Within the records, which lines hold the string "linecap"? Report each one by copying it.

*** Data extract ***

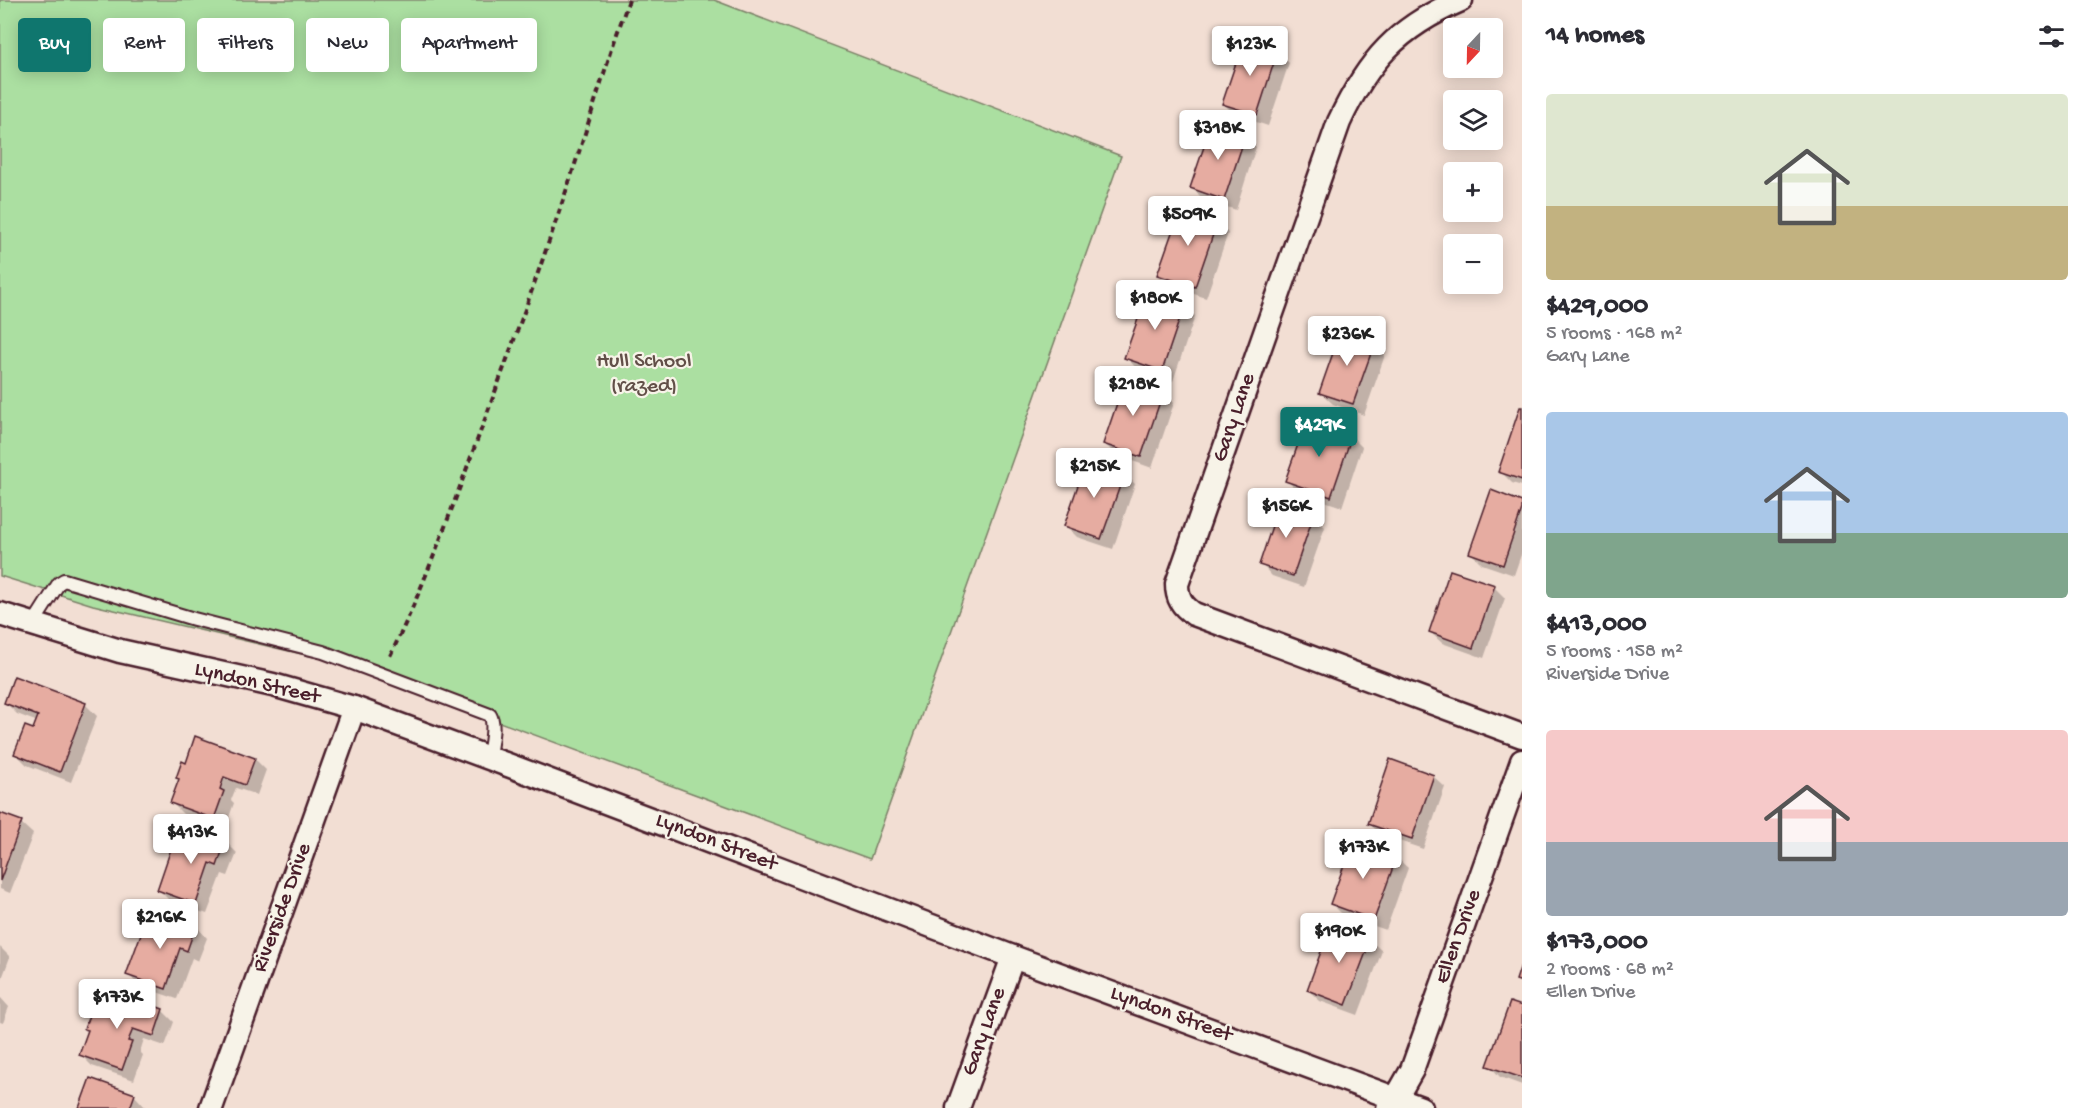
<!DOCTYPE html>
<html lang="en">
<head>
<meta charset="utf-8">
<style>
	body { margin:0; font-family:"Gochi Hand",sans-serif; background:#f7f7f7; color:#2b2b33; height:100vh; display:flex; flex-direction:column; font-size:22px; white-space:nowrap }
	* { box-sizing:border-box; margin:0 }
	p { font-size:20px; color:#7c7c81 }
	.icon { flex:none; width:33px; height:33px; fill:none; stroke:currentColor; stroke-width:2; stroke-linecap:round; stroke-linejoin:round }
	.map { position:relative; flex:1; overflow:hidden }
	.panel { display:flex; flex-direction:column; background:#fff; width:570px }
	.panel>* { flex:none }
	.guide { position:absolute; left:18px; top:18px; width:570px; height:54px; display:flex; gap:12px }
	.needle { width:39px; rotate:202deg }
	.fabs { position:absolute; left:1443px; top:18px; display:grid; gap:12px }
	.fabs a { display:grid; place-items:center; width:60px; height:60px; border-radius:6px; background:#fff; box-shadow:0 3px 15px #0003; font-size:30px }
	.price { position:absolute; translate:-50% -51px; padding:0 14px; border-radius:6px; background:#fff; color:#222; font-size:20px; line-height:39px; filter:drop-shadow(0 2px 3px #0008) }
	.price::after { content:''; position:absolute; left:50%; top:36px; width:18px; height:14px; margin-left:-9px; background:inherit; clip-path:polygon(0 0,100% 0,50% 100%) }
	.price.current { background:#0f766e; color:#fff }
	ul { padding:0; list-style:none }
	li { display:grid; align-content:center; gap:12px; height:318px; padding:0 24px }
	li span { display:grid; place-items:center; height:186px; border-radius:6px; color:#555 }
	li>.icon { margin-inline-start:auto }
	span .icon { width:108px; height:108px; fill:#fffc; stroke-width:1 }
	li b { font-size:26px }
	h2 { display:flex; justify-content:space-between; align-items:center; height:72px; padding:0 24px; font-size:26px }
	.chip { padding:0 21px; border-radius:6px; background:#fff; box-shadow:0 3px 15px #0003; font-size:21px; line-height:54px }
	.chip.current { background:#0f766e; color:#fff }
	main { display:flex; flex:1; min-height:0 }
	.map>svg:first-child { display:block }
	.green { fill:#abdfa1; stroke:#7a7f66; stroke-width:1.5 }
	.shadow { fill:#0003 }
	.building { fill:#e6aca1; stroke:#4a1f2b; stroke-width:1.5 }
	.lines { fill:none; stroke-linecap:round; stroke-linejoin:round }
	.service-casing { stroke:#4a1f2b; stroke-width:16 }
	.minor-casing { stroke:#4a1f2b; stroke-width:27 }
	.path { stroke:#4a1f2b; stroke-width:4; stroke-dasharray:6 4.5; stroke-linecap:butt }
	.service { stroke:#f7f3e8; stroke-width:12 }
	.minor { stroke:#f7f3e8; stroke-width:22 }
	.labels { text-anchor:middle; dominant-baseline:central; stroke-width:4.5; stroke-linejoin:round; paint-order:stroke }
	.park-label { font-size:22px; fill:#624f48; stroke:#f7f3e8 }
	.street-label { font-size:22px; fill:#4a1f2b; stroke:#f7f3e8 }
</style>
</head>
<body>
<main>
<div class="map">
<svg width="1522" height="1108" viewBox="0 0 1522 1108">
	<rect width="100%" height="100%" fill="#f2ded3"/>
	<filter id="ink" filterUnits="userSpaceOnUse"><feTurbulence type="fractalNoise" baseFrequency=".0167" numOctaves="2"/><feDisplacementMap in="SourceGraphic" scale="12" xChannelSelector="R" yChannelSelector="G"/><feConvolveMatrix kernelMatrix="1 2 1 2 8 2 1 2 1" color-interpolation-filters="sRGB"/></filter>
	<g filter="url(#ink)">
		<polygon class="green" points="0,0 714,0 1121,156 870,859 340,663 93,605 0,576"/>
		<g class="shadow">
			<polygon points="1245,41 1278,51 1289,63 1268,126 1235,115 1224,104"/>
			<polygon points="1245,135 1256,147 1236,210 1203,199 1192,188"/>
			<polygon points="1217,222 1228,233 1206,298 1170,286 1159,274"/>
			<polygon points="1184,305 1195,316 1173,381 1137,369 1126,357"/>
			<polygon points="1374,344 1385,355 1364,415 1333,404 1321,393"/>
			<polygon points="1163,392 1174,403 1152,468 1116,455 1105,444"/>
			<polygon points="1521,409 1522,409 1522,486 1512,483 1500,471"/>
			<polygon points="1351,436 1362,447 1342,507 1298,492 1287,480"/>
			<polygon points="1124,473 1135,484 1113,549 1077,537 1066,526"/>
			<polygon points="1492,492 1522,503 1522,552 1514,575 1482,564 1471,553"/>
			<polygon points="1313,515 1325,527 1304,587 1272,576 1261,564"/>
			<polygon points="1494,587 1505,598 1484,658 1442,643 1430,632"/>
			<polygon points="6,703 85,704 97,716 71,782 27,765 16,754 34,731 38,722 17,714"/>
			<polygon points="255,759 266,770 257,795 236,788 231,800 234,803 225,829 183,814 172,803 180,780 177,778"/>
			<polygon points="1433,776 1445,787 1423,849 1381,835 1369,823"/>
			<polygon points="0,815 21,823 33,834 10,893 0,889"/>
			<polygon points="225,841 237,853 228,876 222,874 207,914 170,901 158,889 182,851"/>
			<polygon points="1396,857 1408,868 1386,930 1343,915 1332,904"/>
			<polygon points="160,913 196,926 207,938 198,961 192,958 177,999 139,986 128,974 151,935"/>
			<polygon points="1370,940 1382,951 1358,1015 1320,1001 1308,990"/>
			<polygon points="0,947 10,957 0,984"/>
			<polygon points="0,997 9,1007 3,1023 0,1022"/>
			<polygon points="136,1001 163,1011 174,1022 165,1046 144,1039 140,1052 143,1055 134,1080 92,1066 80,1054 89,1031 86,1029 132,1011"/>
			<polygon points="1510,1004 1522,1008 1522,1085 1500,1077 1489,1065"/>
			<polygon points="90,1080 135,1096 146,1108 80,1108"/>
		</g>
		<g class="building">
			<polygon points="1244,39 1278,50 1257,115 1222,104"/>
			<polygon points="1212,123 1246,134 1224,200 1190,188"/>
			<polygon points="1181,207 1218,220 1195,287 1157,275"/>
			<polygon points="1148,291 1185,303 1162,371 1124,358"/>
			<polygon points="1341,330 1375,342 1353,404 1319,393"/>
			<polygon points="1126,377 1164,390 1141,457 1103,444"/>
			<polygon points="1520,407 1522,407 1522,480 1498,472"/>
			<polygon points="1307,419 1352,435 1331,497 1285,481"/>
			<polygon points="1087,459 1125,472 1101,539 1064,526"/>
			<polygon points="1491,490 1522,502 1522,509 1503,565 1469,553"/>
			<polygon points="1280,502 1314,514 1293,576 1259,565"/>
			<polygon points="1450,570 1495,585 1473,648 1429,632"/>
			<polygon points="14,676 86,703 60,772 14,754 25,726 33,729 38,716 4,703"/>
			<polygon points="195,736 255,758 245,785 224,777 220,789 224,791 214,819 170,803 179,779 176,778 182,761 186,763"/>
			<polygon points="1390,759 1434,775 1412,839 1368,824"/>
			<polygon points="0,813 22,821 0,881"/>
			<polygon points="189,826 226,840 217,866 210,863 196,904 157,890 172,846 181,849"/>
			<polygon points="1353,840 1397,856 1374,920 1330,904"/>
			<polygon points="159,911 196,925 187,951 180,948 166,989 126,975 142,931 150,934"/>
			<polygon points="1331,924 1371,939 1346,1005 1307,990"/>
			<polygon points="1522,962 1522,982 1516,980"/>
			<polygon points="96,996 132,1009 135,999 163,1009 154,1036 133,1029 128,1041 132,1042 122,1070 79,1055 88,1030 84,1029"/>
			<polygon points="1510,1002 1522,1006 1522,1078 1487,1066"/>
			<polygon points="90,1078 135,1094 130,1108 79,1108"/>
		</g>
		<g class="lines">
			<g class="service-casing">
				<path id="service" d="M33,624L59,583L64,580L194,619L323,652L490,715C496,725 490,745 489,758"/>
			</g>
			<g class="minor-casing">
				<g id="minor">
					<path d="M1461,0C1398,27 1368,60 1339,122L1177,584C1177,598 1182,606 1194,614L1522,736"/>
					<polyline points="0,614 120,651 273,685 354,708 516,768 1013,957 1421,1108"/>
					<polyline points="211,1108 354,708"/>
					<polyline points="958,1108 1013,957"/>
					<polyline points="1388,1108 1396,1098 1412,1070 1522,761"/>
				</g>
			</g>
			<path class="path" d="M390,656C422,591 447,522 472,454C509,355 545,256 578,155C595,103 610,51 629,0"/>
			<use href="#service" class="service"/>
			<use href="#minor" class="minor"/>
		</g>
	</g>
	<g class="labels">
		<g class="park-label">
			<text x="644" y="362">Hull School<tspan x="644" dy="25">(razed)</tspan></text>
		</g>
		<g class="street-label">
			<text transform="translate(1235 418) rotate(-71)">Gary Lane</text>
			<text transform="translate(257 684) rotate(13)">Lyndon Street</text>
			<text transform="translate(716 843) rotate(21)">Lyndon Street</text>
			<text transform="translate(283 908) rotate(-70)">Riverside Drive</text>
			<text transform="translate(1459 937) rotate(-70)">Ellen Drive</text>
			<text transform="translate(1171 1015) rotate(20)">Lyndon Street</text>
			<text transform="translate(985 1032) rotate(-70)">Gary Lane</text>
		</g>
	</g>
</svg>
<div class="fabs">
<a><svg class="needle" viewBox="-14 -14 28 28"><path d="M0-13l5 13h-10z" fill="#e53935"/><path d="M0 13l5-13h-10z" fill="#7c7c81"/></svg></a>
<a><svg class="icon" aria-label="layers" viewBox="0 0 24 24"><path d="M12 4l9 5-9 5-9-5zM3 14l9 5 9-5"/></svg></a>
<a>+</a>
<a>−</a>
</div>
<b class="price" style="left:1250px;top:77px">$123K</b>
<b class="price" style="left:1218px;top:161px">$318K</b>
<b class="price" style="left:1188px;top:247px">$509K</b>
<b class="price" style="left:1155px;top:331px">$180K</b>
<b class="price" style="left:1347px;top:367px">$236K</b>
<b class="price" style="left:1133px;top:417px">$218K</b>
<b class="price current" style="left:1319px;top:458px">$429K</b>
<b class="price" style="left:1094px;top:499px">$215K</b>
<b class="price" style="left:1286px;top:539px">$156K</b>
<b class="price" style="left:191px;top:865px">$413K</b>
<b class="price" style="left:1363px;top:880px">$173K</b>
<b class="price" style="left:160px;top:950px">$216K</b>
<b class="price" style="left:1339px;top:964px">$190K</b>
<b class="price" style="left:117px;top:1030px">$173K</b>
<div class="guide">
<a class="chip current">Buy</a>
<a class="chip">Rent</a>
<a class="chip">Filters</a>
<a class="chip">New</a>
<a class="chip">Apartment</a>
</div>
</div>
<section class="panel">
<h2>14 homes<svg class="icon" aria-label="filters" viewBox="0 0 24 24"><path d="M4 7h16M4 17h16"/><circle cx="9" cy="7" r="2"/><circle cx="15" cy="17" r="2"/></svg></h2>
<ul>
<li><span style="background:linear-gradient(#dfe7d0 60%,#c2b280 0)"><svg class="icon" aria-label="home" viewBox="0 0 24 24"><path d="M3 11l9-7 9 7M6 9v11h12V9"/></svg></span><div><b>$429,000</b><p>5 rooms · 168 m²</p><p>Gary Lane</p></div></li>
<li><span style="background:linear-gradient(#a9c7e8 65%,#7fa58c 0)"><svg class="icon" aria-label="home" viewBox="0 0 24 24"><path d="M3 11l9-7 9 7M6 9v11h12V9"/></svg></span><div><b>$413,000</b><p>5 rooms · 158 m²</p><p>Riverside Drive</p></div></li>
<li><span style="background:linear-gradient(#f6c9c9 60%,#9aa5b1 0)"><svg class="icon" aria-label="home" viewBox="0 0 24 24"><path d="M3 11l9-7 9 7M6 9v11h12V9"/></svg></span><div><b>$173,000</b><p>2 rooms · 68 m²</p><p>Ellen Drive</p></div></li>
</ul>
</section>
</main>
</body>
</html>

*** End of Data extract ***

**Response**
	.icon { flex:none; width:33px; height:33px; fill:none; stroke:currentColor; stroke-width:2; stroke-linecap:round; stroke-linejoin:round }
	.lines { fill:none; stroke-linecap:round; stroke-linejoin:round }
	.path { stroke:#4a1f2b; stroke-width:4; stroke-dasharray:6 4.5; stroke-linecap:butt }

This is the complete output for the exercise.